Show the lines below where "transform" occurs.

EXTRACTED RECORDS:

#####

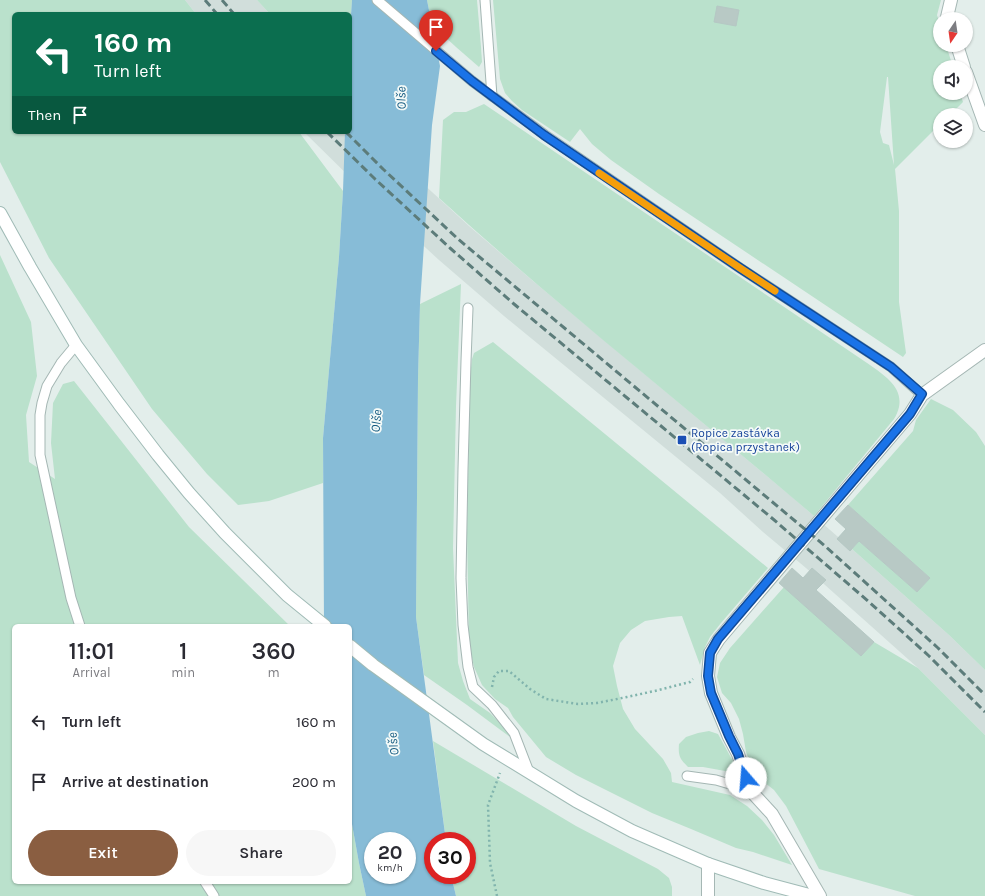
<!DOCTYPE html>
<meta charset="utf-8">
<style>
body{margin:0;font-family:Karla,sans-serif;background:#f7f7f7;color:#2b2b33;height:100vh;display:flex;flex-direction:column;font-size:15px;white-space:nowrap}
*{box-sizing:border-box;margin:0}
p{font-size:13px;color:#7c7c81}
.icon{flex:none;width:22px;height:22px;fill:none;stroke:currentColor;stroke-width:2;stroke-linecap:round;stroke-linejoin:round}
.map{position:relative;flex:1;overflow:hidden}
.sheet{position:absolute;left:12px;top:624px;width:340px;height:260px;display:flex;flex-direction:column;background:#fff;border-radius:6px;box-shadow:0 1px 3px #0004}
.sheet>*{flex:none}
.banner{position:absolute;left:12px;top:12px;width:340px;height:122px;border-radius:6px;box-shadow:0 1px 3px #0004;background:#0b6e4f;color:#fff;overflow:hidden}
.needle{width:26px;rotate:193deg}
.tools{position:absolute;left:933px;top:12px;display:grid;gap:8px}
.tools a{display:grid;place-items:center;width:40px;height:40px;border-radius:50%;background:#fff;box-shadow:0 1px 3px #0004;font-size:20px}
.speed{position:absolute;left:364px;top:832px;display:flex;gap:8px;font-size:20px;font-weight:700;text-align:center}
.speed>*{display:grid;place-content:center;width:52px;height:52px;border-radius:50%;background:#fff;box-shadow:0 1px 3px #0004;line-height:1}
.speed small{font-size:10px;font-weight:400}
.speed .limit{border:6px solid #d22;background:#fff;color:#111}
.pin{position:absolute;display:grid;place-items:center;width:34px;height:34px;color:#fff;margin:-41px -17px;border-radius:50% 50% 50% 0;rotate:-45deg;box-shadow:0 0 4px #0007}
.pin .icon{rotate:45deg}
.me{position:absolute;width:44px;margin:-22px;rotate:342deg;stroke-linejoin:round;filter:drop-shadow(0 0 3px #0008)}
.turn{display:flex;align-items:center;gap:14px;height:84px;padding:0 16px;font-size:18px}
.turn .icon{width:52px;height:52px;stroke-width:2.5}
.turn b{display:block;font-size:28px;line-height:34px}
.then{display:flex;align-items:center;height:38px;padding:0 16px;background:#0003;gap:8px;font-size:15px}
.eta{display:flex;justify-content:space-evenly;align-items:center;height:68px;text-align:center}
.eta b{font-size:24px;font-weight:600;line-height:28px}
.cta{display:flex;gap:8px;margin-top:auto;padding:8px 16px}
.cta a{flex:1;height:46px;border-radius:24px;background:#8a5e41;color:#fff;font-size:16px;font-weight:600;line-height:46px;text-align:center}
.cta a+a{background:#f7f7f7;color:#2b2b33}
ul{padding:0;list-style:none}
li{display:flex;align-items:center;gap:12px;height:60px;padding:0 16px}
li div{flex:1}
li b{display:block;font-size:15px}
li em{font-style:normal}
.map>svg:first-child{display:block}
.built{fill:#d1dedb}
.green{fill:#bae1cc;fill-rule:evenodd}
.water{fill:#87bcd7;fill-rule:evenodd}
.building{fill:#b8c9c5;stroke:#b5c8c4}
.lines{fill:none;stroke-linecap:round;stroke-linejoin:round}
.lane-casing{stroke:#a5b7b4;stroke-width:11}
.street-casing{stroke:#a5b7b4;stroke-width:14}
.secondary-casing{stroke:#a0bbb6;stroke-width:14}
.path{stroke:#81b4ad;stroke-width:2.5;stroke-dasharray:2 3;stroke-linecap:butt}
.lane{stroke:#fff;stroke-width:9}
.street{stroke:#fff;stroke-width:12}
.secondary{stroke:#fff;stroke-width:12}
.rail{stroke:#5c7c7a;stroke-width:3;stroke-dasharray:8 4;stroke-linecap:butt}
.route-casing{stroke:#114b97;stroke-width:10}
.route{stroke:#1a73e8;stroke-width:7}
.slow{stroke:#f59e0b;stroke-width:7}
.transit-dot{fill:#1a4fb4;stroke:#f4faf8;stroke-width:1.5}
.labels{text-anchor:middle;dominant-baseline:central;stroke-width:3.5;stroke-linejoin:round;paint-order:stroke}
.transit-label{font-size:12px;fill:#164399;stroke:#f4faf8;text-anchor:start}
.water-label{font-size:13px;font-style:italic;fill:#165c82;stroke:#f4faf8}
</style>
<div class="map">
<svg width="985" height="896" viewBox="0 0 985 896">
<rect width="100%" height="100%" fill="#e3eeeb"/>
<g class="built">
<path d="M 185,0 L 257,0 L 270,14 L 196,14 Z"/>
<path d="M 304,132 L 350,132 L 395,158 L 469,226 L 533,281 L 792,497 L 852,549 L 949,635 L 985,670 L 985,735 L 918,668 L 806,568 L 763,532 L 720,493 L 504,316 L 439,260 L 364,191 Z"/>
</g>
<g class="green">
<path d="M 0,0 L 185,0 L 196,14 L 14,14 L 14,132 L 299,132 L 343,191 L 339,257 L 323,438 L 323,483 L 269,501 L 238,505 L 207,474 L 152,409 L 49,258 L 0,162 Z"/>
<path d="M 257,0 L 352,0 L 350,30 L 350,14 L 270,14 Z"/>
<path d="M 427,0 L 477,0 L 481,47 L 482,62 L 479,67 L 456,47 L 432,25 Z"/>
<path d="M 493,0 L 941,0 L 937,15 L 940,25 L 940,45 L 946,45 L 953,67 L 940,67 L 940,93 L 960,93 L 963,102 L 950,115 L 940,115 L 940,124 L 895,169 L 899,211 L 899,302 L 906,353 L 903,357 L 659,194 L 611,160 L 592,144 L 580,129 L 570,142 L 522,110 L 512,101 L 505,93 L 500,79 ZM 887,77 L 888,77 L 894,165 L 889,145 L 883,143 L 880,132 Z"/>
<path d="M 484,104 L 870,365 C 884,375 903,387 899,407 C 898,411 896,416 894,419 L 814,516 C 689,409 560,308 439,198 L 443,120 L 454,112 L 466,112 Z"/>
<path d="M 0,255 L 31,322 L 37,376 L 26,415 L 29,462 L 55,479 L 51,443 L 53,403 L 63,384 L 74,381 L 189,527 L 290,626 L 14,626 L 14,882 L 350,882 L 350,813 L 359,863 L 366,896 L 0,896 Z"/>
<path d="M 461,284 L 456,406 L 453,548 L 458,663 L 463,681 L 470,699 L 490,713 L 503,726 L 510,737 L 467,705 L 424,675 L 416,617 L 418,378 L 420,304 Z"/>
<path d="M 493,342 L 768,568 L 721,623 L 710,637 L 705,647 L 700,665 L 682,616 L 669,617 L 645,621 L 631,630 L 620,643 L 613,666 L 617,686 L 623,709 L 635,729 L 663,759 L 671,773 L 672,782 L 730,795 L 747,806 L 762,820 L 774,835 L 792,865 L 753,852 L 736,848 L 691,829 L 652,813 L 576,775 L 546,757 L 513,717 L 508,708 L 495,699 L 482,685 L 474,667 L 469,643 L 467,533 L 470,377 L 472,359 L 474,353 Z"/>
<path d="M 931,399 L 953,410 L 976,432 L 985,446 L 985,670 L 949,635 L 852,549 L 859,541 L 917,592 L 930,578 L 848,505 L 913,431 L 916,420 Z"/>
<path d="M 784,587 L 861,656 L 874,642 L 918,668 L 985,735 L 985,896 L 915,896 L 819,869 L 786,806 L 774,790 L 760,779 L 752,768 L 746,752 L 743,734 L 739,719 L 731,703 L 722,693 L 717,677 L 720,663 L 730,648 Z"/>
<path d="M 709,731 L 718,734 L 734,763 L 732,770 L 725,771 L 703,767 L 688,767 C 680,759 678,756 679,744 L 686,737 L 698,733 Z"/>
<path d="M 433,741 L 576,826 L 658,869 L 669,878 L 672,887 L 672,896 L 456,896 L 451,875 L 467,875 L 467,841 L 446,841 Z"/>
</g>
<path class="water" d="M 352,0 L 427,0 L 440,66 L 432,125 L 420,304 L 418,378 L 416,617 L 446,841 L 433,841 L 433,875 L 451,875 L 456,896 L 366,896 L 359,863 L 350,813 L 350,626 L 324,626 L 323,438 L 339,257 L 343,191 L 345,132 L 350,132 L 350,30 ZM 373,841 L 407,841 L 407,875 L 373,875 Z"/>
<g class="building">
<path d="M 717,6 L 739,10 L 736,26 L 714,22 Z"/>
<path d="M 848,505 L 930,578 L 917,592 L 859,541 L 850,551 L 837,539 L 846,529 L 835,519 Z"/>
<path d="M 792,568 L 803,578 L 812,568 L 826,580 L 816,590 L 874,642 L 861,656 L 779,583 Z"/>
</g>
<g class="lines">
<g class="lane-casing">
<g id="lane">
<path d="M 377,0 L 472,81 L 545,135 L 740,268 L 891,367 L 922,395"/>
<path d="M 485,0 L 492,96"/>
<path d="M 468,308 L 466,361 L 463,469 L 461,578 L 463,625 L 468,667 L 473,687 L 492,705 L 514,733 L 529,772"/>
<path d="M 76,345 L 61,363 L 47,386 L 42,403 L 40,415 L 40,455 L 71,598 L 80,626"/>
<path d="M 687,776 L 716,780 L 750,790"/>
<path d="M 205,882 L 214,896"/>
</g>
</g>
<g class="street-casing">
<g id="street">
<path d="M 948,19 L 947,17 L 951,0"/>
<path d="M 957,45 L 964,67"/>
<path d="M 966,72 L 985,125"/>
<path d="M 708,896 L 708,864"/>
<path d="M 820,896 L 772,814 L 750,790 L 738,754 L 729,737 L 711,693 L 708,676 L 710,653 L 719,639 L 910,414 L 922,395 L 985,350"/>
</g>
</g>
<g class="secondary-casing">
<g id="secondary">
<path d="M 0,213 L 30,267 L 76,345 L 119,404 L 158,455 L 189,493 L 225,533 L 287,595 L 325,626"/>
<path d="M 350,646 L 373,665 L 483,744 L 576,801 L 632,831 L 708,864 L 764,883 L 813,896"/>
</g>
</g>
<g class="path">
<path d="M 492,687 L 494,677 L 499,671 L 509,671 L 530,689 L 546,699 L 578,704 L 597,703 L 627,697 L 659,690 L 690,682 L 693,679"/>
<path d="M 497,896 L 490,863 L 488,805 L 500,773"/>
</g>
<use href="#lane" class="lane"/>
<use href="#street" class="street"/>
<use href="#secondary" class="secondary"/>
<g class="rail">
<path d="M 205,0 L 217,14"/>
<path d="M 222,0 L 234,14"/>
<path d="M 327,132 L 375,179 L 450,248 L 514,304 L 773,519 L 868,601 L 929,656 L 985,712"/>
<path d="M 346,132 L 383,169 L 458,239 L 825,546 L 938,648 L 985,695"/>
</g>
</g>
<g class="lines">
<g class="route-casing">
<path id="route" d="M 436,51 L 472,81 L 544,135 L 740,268 L 891,367 L 922,394 L 910,414 L 718,639 L 710,653 L 708,676 L 711,693 L 729,736 L 738,754 L 746,778"/>
</g>
<use href="#route" class="route"/>
<path class="slow" d="M 599,173 L 740,268 L 775,291"/>
</g>
<rect class="transit-dot" x="677" y="435" width="10" height="10" rx="2"/>
<g class="labels">
<g class="transit-label">
<text x="691" y="433">Ropice zastávka<tspan x="691" dy="14">(Ropica przystanek)</tspan></text>
</g>
<g class="water-label">
<text transform="translate(401 98) rotate(-91)">Olše</text>
<text transform="translate(376 421) rotate(-85)">Olše</text>
<text transform="translate(393 744) rotate(-96)">Olše</text>
</g>
</g>
</svg>
<div class="tools">
<a><svg class="needle" viewBox="-14 -14 28 28"><path d="M0-13l5 13h-10z" fill="#e53935"/><path d="M0 13l5-13h-10z" fill="#7c7c81"/></svg></a>
<a><svg class="icon" aria-label="sound" viewBox="0 0 24 24"><path d="M4 9h4l5-4v14l-5-4H4zM17 9q2 3 0 6"/></svg></a>
<a><svg class="icon" aria-label="layers" viewBox="0 0 24 24"><path d="M12 4l9 5-9 5-9-5zM3 14l9 5 9-5"/></svg></a>
</div>
<div class="speed"><div>20<small>km/h</small></div><div class="limit">30</div></div>
<div class="pin" style="left:436px;top:51px;background:#d93025"><svg class="icon" aria-label="arrive" viewBox="0 0 24 24"><path d="M6 21V4h12l-3 4 3 4H6"/></svg></div>
<svg class="me" style="left:746px;top:778px" viewBox="-20 -20 40 40"><circle r="19" fill="#fff"/><path d="M0-13L10 11 0 6-10 11z" fill="#1a73e8"/></svg>
<div class="banner">
<div class="turn"><svg class="icon" aria-label="left" viewBox="0 0 24 24"><path d="M17 20v-9H6M10 6l-5 5 5 5"/></svg><div><b>160 m</b>Turn left</div></div>
<div class="then">Then<svg class="icon" aria-label="arrive" viewBox="0 0 24 24"><path d="M6 21V4h12l-3 4 3 4H6"/></svg></div>
</div>
<section class="sheet">
<div class="eta">
<div><b>11:01</b><p>Arrival</p></div>
<div><b>1</b><p>min</p></div>
<div><b>360</b><p>m</p></div>
</div>
<ul>
<li><svg class="icon" aria-label="left" viewBox="0 0 24 24"><path d="M17 20v-9H6M10 6l-5 5 5 5"/></svg><div><b>Turn left</b></div><em>160 m</em></li>
<li><svg class="icon" aria-label="arrive" viewBox="0 0 24 24"><path d="M6 21V4h12l-3 4 3 4H6"/></svg><div><b>Arrive at destination</b></div><em>200 m</em></li>
</ul>
<div class="cta"><a>Exit</a><a>Share</a></div>
</section>
</div>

#####

RESPONSE BELOW:
<text transform="translate(401 98) rotate(-91)">Olše</text>
<text transform="translate(376 421) rotate(-85)">Olše</text>
<text transform="translate(393 744) rotate(-96)">Olše</text>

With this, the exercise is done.